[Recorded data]
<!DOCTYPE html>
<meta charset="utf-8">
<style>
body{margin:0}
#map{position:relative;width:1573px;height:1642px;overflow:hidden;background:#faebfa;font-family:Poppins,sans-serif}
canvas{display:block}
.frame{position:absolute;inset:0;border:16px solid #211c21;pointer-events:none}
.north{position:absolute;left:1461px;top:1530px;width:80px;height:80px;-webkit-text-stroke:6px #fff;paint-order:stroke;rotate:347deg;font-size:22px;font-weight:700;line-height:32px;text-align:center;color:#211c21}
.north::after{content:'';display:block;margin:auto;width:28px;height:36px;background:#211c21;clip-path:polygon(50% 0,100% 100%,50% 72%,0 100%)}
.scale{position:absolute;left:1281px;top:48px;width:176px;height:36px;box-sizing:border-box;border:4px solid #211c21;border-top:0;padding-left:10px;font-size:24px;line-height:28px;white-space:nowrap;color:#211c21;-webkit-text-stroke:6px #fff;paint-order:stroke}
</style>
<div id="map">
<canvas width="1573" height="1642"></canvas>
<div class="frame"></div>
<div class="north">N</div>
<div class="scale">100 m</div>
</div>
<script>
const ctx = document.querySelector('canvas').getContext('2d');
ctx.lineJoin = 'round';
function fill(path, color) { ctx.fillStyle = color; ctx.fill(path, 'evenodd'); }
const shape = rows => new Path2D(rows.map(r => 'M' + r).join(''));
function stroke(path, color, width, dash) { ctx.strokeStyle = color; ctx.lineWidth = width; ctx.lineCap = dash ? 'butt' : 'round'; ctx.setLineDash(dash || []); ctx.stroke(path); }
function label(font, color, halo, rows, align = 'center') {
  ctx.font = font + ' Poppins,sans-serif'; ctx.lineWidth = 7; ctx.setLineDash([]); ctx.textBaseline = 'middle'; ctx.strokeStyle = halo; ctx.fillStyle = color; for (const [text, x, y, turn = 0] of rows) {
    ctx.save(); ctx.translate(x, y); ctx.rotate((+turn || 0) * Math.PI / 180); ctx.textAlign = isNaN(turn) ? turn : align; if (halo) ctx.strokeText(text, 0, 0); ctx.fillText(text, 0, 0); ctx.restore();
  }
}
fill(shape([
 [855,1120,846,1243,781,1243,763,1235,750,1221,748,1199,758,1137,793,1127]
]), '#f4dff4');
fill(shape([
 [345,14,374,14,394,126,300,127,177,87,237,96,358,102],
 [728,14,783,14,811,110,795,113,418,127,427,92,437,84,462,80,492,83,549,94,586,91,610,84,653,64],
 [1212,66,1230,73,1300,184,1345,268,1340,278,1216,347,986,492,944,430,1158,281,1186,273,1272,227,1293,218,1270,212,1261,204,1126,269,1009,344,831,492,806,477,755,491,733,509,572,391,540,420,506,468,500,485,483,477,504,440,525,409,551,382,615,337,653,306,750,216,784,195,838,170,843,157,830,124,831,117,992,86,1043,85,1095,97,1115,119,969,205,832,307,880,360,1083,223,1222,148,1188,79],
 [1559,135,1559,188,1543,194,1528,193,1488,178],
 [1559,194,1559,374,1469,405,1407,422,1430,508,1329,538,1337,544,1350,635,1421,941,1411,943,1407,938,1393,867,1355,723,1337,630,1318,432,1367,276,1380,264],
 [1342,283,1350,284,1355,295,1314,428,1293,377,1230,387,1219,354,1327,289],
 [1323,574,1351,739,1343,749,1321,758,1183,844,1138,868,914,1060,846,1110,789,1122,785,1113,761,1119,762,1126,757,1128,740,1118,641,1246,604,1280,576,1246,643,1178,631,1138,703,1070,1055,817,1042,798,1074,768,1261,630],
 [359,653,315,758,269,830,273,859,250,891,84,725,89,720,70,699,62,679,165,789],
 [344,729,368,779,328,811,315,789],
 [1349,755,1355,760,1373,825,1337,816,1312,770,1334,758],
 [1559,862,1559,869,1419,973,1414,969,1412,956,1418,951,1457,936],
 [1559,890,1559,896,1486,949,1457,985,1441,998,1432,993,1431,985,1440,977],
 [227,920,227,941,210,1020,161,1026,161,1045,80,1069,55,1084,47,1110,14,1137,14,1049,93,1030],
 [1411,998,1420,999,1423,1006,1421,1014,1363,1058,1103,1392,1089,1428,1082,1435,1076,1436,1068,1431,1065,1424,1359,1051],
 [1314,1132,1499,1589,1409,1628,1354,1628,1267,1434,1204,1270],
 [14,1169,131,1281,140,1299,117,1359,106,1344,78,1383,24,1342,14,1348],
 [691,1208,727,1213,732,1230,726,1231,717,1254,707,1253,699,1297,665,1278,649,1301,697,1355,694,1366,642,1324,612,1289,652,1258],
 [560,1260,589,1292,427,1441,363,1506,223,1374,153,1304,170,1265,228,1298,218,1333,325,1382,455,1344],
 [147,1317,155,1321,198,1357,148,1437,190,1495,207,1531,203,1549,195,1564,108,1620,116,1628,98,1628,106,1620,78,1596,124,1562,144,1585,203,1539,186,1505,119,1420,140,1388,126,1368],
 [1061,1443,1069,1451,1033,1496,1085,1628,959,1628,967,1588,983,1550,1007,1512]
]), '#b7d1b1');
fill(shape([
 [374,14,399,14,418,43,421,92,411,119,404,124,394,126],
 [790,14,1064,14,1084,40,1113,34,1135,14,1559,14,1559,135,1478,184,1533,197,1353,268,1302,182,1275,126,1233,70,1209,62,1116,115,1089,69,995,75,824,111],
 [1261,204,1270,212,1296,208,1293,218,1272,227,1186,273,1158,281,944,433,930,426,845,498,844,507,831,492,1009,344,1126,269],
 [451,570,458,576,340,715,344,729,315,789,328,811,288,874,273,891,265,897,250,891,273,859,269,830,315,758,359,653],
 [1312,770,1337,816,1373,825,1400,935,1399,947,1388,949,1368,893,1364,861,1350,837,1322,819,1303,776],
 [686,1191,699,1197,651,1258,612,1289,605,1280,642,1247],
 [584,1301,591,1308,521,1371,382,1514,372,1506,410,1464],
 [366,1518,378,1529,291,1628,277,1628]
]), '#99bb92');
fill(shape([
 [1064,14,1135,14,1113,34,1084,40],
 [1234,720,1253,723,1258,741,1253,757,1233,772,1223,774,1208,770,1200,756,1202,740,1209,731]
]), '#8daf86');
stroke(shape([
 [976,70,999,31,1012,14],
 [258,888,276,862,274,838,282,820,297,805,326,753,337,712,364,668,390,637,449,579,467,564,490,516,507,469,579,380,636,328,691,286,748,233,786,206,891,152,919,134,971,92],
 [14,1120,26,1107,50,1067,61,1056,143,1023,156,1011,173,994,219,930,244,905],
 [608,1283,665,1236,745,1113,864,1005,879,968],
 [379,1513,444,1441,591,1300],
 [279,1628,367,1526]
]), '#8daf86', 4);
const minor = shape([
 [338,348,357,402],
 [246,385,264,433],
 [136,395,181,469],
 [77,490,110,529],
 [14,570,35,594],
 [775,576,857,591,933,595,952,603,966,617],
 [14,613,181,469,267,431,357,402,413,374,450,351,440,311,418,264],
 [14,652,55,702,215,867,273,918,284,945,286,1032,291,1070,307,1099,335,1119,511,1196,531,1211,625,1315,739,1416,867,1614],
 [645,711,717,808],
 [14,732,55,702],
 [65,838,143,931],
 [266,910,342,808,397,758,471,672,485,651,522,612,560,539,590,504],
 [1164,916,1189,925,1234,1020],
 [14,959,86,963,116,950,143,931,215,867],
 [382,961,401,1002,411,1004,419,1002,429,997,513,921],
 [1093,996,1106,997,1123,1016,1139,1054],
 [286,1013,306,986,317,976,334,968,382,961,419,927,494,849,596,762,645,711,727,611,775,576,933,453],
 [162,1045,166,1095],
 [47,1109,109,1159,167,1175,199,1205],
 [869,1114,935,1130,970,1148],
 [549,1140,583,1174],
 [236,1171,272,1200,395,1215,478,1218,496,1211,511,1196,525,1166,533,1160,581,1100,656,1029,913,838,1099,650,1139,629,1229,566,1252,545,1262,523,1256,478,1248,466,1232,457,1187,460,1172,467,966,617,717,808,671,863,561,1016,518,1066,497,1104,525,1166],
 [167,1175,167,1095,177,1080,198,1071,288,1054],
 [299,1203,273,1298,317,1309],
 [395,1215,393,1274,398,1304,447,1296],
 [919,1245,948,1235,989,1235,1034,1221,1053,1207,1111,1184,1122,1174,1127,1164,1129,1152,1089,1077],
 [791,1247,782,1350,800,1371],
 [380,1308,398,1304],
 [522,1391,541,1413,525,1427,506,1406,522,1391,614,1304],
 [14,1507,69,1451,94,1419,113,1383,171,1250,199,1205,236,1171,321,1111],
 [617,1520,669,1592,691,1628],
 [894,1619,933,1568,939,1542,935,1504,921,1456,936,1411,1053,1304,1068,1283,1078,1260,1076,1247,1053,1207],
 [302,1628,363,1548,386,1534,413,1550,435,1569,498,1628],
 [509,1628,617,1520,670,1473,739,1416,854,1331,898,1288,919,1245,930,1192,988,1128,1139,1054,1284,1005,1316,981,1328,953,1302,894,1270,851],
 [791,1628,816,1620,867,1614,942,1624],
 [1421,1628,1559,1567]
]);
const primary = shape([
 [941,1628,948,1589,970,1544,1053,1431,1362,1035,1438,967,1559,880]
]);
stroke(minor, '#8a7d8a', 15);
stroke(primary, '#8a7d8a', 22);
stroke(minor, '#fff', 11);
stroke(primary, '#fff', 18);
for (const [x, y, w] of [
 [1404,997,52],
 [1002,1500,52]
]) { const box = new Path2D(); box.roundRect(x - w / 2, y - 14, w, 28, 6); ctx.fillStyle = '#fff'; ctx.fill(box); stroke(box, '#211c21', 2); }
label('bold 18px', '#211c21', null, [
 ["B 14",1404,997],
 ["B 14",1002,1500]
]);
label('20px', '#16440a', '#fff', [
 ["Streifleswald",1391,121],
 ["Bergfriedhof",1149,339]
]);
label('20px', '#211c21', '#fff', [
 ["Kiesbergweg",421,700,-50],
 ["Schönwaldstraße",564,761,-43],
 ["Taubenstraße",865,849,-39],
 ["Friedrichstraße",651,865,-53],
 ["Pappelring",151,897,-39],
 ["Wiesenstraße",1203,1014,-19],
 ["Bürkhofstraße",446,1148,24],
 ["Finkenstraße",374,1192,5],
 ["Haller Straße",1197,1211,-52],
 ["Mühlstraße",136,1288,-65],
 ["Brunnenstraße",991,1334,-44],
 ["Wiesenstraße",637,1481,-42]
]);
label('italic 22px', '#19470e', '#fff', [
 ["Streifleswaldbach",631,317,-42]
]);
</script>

What the task asks =
Repeat, word for word, the lines from the start of the records to the line that contains "ctx.font = font", both of them included, and no others.

Written solution =
<!DOCTYPE html>
<meta charset="utf-8">
<style>
body{margin:0}
#map{position:relative;width:1573px;height:1642px;overflow:hidden;background:#faebfa;font-family:Poppins,sans-serif}
canvas{display:block}
.frame{position:absolute;inset:0;border:16px solid #211c21;pointer-events:none}
.north{position:absolute;left:1461px;top:1530px;width:80px;height:80px;-webkit-text-stroke:6px #fff;paint-order:stroke;rotate:347deg;font-size:22px;font-weight:700;line-height:32px;text-align:center;color:#211c21}
.north::after{content:'';display:block;margin:auto;width:28px;height:36px;background:#211c21;clip-path:polygon(50% 0,100% 100%,50% 72%,0 100%)}
.scale{position:absolute;left:1281px;top:48px;width:176px;height:36px;box-sizing:border-box;border:4px solid #211c21;border-top:0;padding-left:10px;font-size:24px;line-height:28px;white-space:nowrap;color:#211c21;-webkit-text-stroke:6px #fff;paint-order:stroke}
</style>
<div id="map">
<canvas width="1573" height="1642"></canvas>
<div class="frame"></div>
<div class="north">N</div>
<div class="scale">100 m</div>
</div>
<script>
const ctx = document.querySelector('canvas').getContext('2d');
ctx.lineJoin = 'round';
function fill(path, color) { ctx.fillStyle = color; ctx.fill(path, 'evenodd'); }
const shape = rows => new Path2D(rows.map(r => 'M' + r).join(''));
function stroke(path, color, width, dash) { ctx.strokeStyle = color; ctx.lineWidth = width; ctx.lineCap = dash ? 'butt' : 'round'; ctx.setLineDash(dash || []); ctx.stroke(path); }
function label(font, color, halo, rows, align = 'center') {
  ctx.font = font + ' Poppins,sans-serif'; ctx.lineWidth = 7; ctx.setLineDash([]); ctx.textBaseline = 'middle'; ctx.strokeStyle = halo; ctx.fillStyle = color; for (const [text, x, y, turn = 0] of rows) {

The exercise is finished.